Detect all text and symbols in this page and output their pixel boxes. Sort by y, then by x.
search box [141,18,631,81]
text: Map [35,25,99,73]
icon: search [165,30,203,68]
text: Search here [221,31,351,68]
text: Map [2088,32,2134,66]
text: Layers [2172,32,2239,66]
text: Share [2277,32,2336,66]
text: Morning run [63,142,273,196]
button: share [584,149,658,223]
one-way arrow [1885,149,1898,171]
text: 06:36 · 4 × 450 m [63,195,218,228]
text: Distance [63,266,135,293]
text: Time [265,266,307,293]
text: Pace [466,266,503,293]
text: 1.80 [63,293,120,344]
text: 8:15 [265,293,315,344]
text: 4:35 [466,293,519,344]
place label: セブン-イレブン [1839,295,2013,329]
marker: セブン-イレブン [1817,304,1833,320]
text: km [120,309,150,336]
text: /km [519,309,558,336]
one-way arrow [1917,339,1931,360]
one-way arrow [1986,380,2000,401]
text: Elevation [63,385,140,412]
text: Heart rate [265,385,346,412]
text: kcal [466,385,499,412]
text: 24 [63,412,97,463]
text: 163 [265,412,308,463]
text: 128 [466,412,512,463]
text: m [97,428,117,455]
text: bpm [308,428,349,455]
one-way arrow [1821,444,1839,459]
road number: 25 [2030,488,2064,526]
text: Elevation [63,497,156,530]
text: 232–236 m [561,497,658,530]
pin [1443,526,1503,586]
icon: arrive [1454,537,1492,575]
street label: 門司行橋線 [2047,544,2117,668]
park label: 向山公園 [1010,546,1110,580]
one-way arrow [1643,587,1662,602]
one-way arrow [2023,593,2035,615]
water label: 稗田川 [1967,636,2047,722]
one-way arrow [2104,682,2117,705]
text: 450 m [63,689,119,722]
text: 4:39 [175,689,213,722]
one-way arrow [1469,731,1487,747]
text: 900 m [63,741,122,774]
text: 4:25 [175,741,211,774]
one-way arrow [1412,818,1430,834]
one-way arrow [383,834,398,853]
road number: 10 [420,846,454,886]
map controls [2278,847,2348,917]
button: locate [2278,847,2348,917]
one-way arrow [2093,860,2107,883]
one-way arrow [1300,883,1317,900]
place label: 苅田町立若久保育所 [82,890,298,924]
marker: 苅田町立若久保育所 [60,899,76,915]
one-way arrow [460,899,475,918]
━━━━
● **Problem statement**: For the listing above, state how many lines contain the string "icon". Give the number and nothing else.

● **Reply to the task**: 2